_Entries supplied_
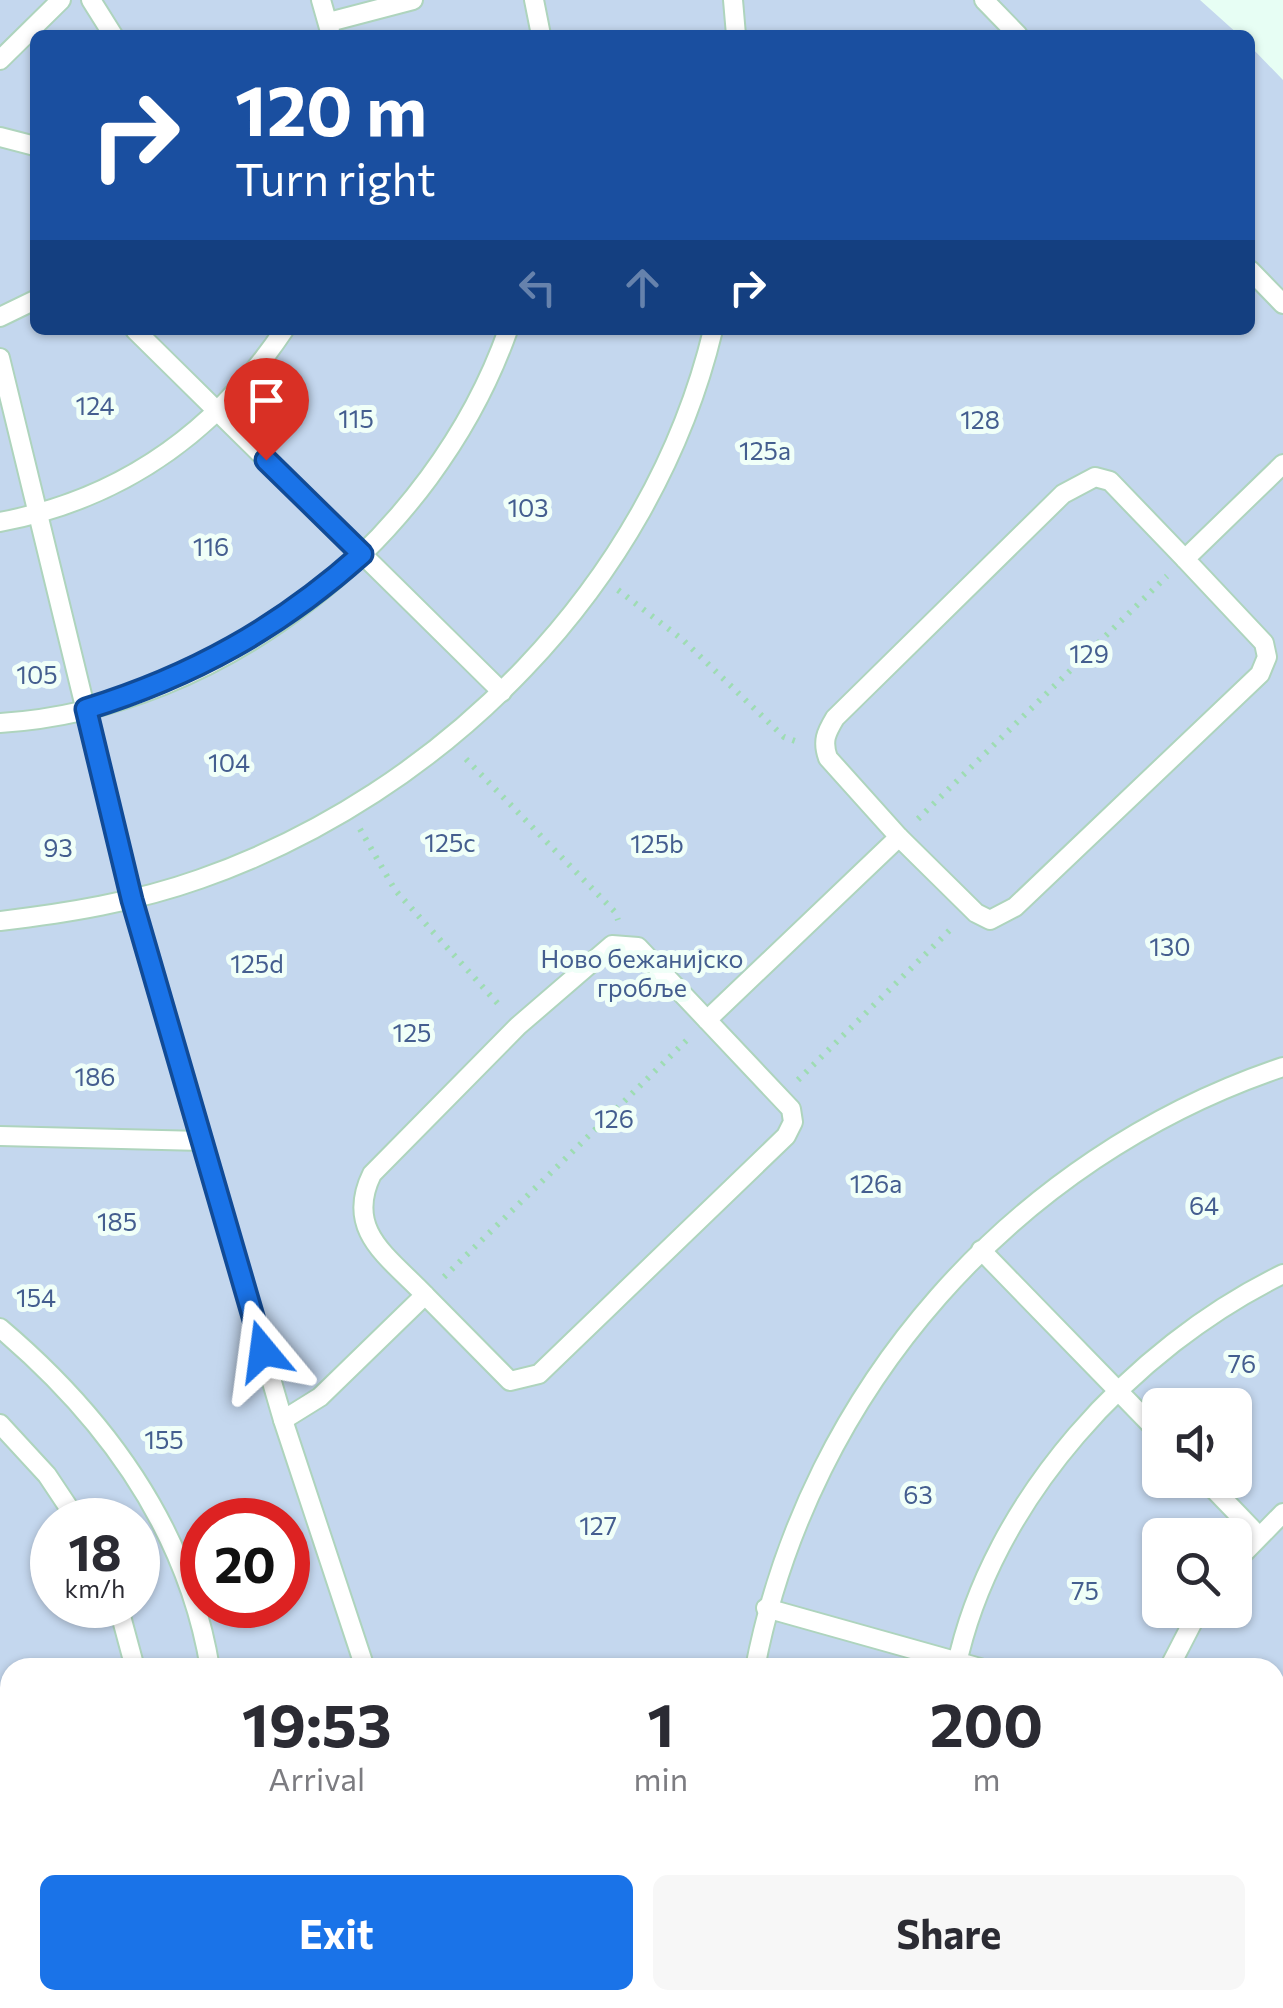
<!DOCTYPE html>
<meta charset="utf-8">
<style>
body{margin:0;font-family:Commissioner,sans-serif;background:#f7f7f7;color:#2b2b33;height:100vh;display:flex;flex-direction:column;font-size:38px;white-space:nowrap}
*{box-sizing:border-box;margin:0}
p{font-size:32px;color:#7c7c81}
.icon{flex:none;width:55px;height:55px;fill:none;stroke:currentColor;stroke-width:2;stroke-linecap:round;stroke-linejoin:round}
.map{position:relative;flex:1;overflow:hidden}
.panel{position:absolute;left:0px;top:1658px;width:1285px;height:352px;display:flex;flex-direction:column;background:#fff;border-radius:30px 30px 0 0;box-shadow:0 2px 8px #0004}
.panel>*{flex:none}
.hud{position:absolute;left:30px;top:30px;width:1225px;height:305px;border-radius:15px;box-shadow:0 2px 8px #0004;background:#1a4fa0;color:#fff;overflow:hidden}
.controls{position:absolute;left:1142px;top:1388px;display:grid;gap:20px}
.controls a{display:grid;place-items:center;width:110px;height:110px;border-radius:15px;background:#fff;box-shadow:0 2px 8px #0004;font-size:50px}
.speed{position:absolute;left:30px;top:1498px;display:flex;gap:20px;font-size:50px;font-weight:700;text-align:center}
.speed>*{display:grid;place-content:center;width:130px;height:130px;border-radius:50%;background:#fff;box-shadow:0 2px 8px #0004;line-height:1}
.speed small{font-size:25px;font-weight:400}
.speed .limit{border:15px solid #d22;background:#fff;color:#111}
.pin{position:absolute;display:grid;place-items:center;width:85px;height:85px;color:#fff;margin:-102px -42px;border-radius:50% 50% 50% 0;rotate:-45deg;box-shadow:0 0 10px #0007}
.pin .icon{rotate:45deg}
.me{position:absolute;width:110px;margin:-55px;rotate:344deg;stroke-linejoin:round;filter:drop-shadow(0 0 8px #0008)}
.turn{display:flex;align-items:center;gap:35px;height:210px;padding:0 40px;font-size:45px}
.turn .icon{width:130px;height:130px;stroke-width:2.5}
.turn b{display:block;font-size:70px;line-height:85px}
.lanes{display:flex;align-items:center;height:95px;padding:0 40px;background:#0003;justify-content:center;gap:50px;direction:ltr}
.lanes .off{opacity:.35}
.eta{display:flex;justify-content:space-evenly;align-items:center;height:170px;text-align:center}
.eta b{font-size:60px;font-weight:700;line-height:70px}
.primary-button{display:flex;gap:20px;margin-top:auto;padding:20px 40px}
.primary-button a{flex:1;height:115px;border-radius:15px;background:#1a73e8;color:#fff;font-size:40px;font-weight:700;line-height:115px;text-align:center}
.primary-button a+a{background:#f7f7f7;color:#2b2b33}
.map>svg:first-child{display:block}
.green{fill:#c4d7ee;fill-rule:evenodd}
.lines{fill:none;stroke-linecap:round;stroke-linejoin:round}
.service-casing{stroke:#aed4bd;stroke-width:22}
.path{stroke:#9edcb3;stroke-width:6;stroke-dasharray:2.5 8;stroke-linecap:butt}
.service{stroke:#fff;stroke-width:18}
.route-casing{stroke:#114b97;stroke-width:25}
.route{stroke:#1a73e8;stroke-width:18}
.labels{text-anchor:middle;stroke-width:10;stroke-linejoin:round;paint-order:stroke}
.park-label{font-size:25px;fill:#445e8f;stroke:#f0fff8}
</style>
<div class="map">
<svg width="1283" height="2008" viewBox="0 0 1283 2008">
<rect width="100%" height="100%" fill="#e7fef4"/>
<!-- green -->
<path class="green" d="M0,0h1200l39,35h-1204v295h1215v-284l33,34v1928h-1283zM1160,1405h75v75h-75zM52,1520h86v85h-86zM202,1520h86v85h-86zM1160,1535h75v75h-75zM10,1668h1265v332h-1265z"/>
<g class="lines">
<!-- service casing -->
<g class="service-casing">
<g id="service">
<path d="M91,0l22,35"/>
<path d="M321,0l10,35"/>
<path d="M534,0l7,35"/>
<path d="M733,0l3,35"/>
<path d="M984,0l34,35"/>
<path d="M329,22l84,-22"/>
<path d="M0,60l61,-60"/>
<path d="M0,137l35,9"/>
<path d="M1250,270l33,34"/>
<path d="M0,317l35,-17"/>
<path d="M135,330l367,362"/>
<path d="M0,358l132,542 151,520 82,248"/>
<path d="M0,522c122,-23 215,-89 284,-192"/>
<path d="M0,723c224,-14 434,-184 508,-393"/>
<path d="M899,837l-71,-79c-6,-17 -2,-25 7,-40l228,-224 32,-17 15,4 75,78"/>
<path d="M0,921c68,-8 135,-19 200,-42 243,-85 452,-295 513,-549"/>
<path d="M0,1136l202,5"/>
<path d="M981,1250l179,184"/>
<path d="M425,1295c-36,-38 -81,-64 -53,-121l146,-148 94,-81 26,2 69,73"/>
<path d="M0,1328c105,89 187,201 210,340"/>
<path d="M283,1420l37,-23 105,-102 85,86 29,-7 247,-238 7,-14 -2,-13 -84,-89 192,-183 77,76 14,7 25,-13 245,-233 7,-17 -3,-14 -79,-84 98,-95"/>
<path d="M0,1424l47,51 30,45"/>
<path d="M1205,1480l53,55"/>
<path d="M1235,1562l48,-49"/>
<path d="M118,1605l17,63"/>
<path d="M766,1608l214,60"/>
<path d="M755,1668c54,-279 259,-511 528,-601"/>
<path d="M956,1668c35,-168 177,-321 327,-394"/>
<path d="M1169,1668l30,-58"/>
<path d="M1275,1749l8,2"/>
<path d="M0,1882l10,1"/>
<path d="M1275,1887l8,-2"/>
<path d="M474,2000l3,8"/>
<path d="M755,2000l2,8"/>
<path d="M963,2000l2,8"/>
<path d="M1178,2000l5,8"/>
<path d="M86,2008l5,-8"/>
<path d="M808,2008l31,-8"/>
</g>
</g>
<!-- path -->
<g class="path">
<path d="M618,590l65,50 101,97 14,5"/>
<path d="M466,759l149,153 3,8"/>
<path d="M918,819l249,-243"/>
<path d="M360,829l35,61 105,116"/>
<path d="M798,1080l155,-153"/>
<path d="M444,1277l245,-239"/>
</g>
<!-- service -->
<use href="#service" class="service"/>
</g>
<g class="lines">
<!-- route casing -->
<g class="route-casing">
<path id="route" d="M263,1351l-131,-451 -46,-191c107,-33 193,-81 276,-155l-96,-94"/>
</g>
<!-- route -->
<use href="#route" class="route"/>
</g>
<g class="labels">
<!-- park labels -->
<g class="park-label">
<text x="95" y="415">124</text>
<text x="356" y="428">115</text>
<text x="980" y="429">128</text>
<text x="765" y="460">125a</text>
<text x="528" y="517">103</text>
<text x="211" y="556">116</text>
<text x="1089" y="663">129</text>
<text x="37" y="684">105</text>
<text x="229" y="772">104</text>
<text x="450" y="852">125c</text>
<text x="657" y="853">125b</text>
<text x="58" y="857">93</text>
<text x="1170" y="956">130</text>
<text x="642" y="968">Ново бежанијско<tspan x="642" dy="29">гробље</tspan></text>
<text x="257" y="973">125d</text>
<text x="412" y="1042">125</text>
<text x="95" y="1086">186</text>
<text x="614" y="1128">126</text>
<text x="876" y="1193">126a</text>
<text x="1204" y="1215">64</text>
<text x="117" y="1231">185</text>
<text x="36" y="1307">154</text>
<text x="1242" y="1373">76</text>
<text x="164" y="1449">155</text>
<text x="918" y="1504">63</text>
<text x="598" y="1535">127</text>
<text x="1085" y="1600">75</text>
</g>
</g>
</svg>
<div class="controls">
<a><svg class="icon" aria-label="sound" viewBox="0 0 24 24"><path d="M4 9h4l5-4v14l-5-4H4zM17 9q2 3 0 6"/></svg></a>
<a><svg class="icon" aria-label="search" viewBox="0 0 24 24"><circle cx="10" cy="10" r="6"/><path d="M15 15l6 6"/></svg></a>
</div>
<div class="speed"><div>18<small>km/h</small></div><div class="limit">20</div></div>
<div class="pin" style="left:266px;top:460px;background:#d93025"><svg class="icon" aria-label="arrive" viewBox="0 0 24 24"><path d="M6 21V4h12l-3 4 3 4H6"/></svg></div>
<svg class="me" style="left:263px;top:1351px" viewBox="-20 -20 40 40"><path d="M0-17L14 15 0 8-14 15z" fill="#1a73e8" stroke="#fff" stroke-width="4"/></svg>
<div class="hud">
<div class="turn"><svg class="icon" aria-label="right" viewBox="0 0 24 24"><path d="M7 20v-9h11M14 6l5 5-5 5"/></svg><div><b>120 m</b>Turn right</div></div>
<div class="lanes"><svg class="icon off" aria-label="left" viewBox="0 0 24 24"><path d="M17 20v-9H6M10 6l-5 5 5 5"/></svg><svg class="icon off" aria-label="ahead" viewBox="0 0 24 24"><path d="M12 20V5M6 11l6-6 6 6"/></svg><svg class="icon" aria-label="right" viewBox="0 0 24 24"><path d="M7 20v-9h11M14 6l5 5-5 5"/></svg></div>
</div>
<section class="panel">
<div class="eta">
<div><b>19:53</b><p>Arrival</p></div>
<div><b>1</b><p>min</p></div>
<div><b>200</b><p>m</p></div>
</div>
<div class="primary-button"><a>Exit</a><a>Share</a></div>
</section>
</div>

_Problem to solve_
To answer, copy each line from the material above that has the word "overflow".

_Solved problem_
.map{position:relative;flex:1;overflow:hidden}
.hud{position:absolute;left:30px;top:30px;width:1225px;height:305px;border-radius:15px;box-shadow:0 2px 8px #0004;background:#1a4fa0;color:#fff;overflow:hidden}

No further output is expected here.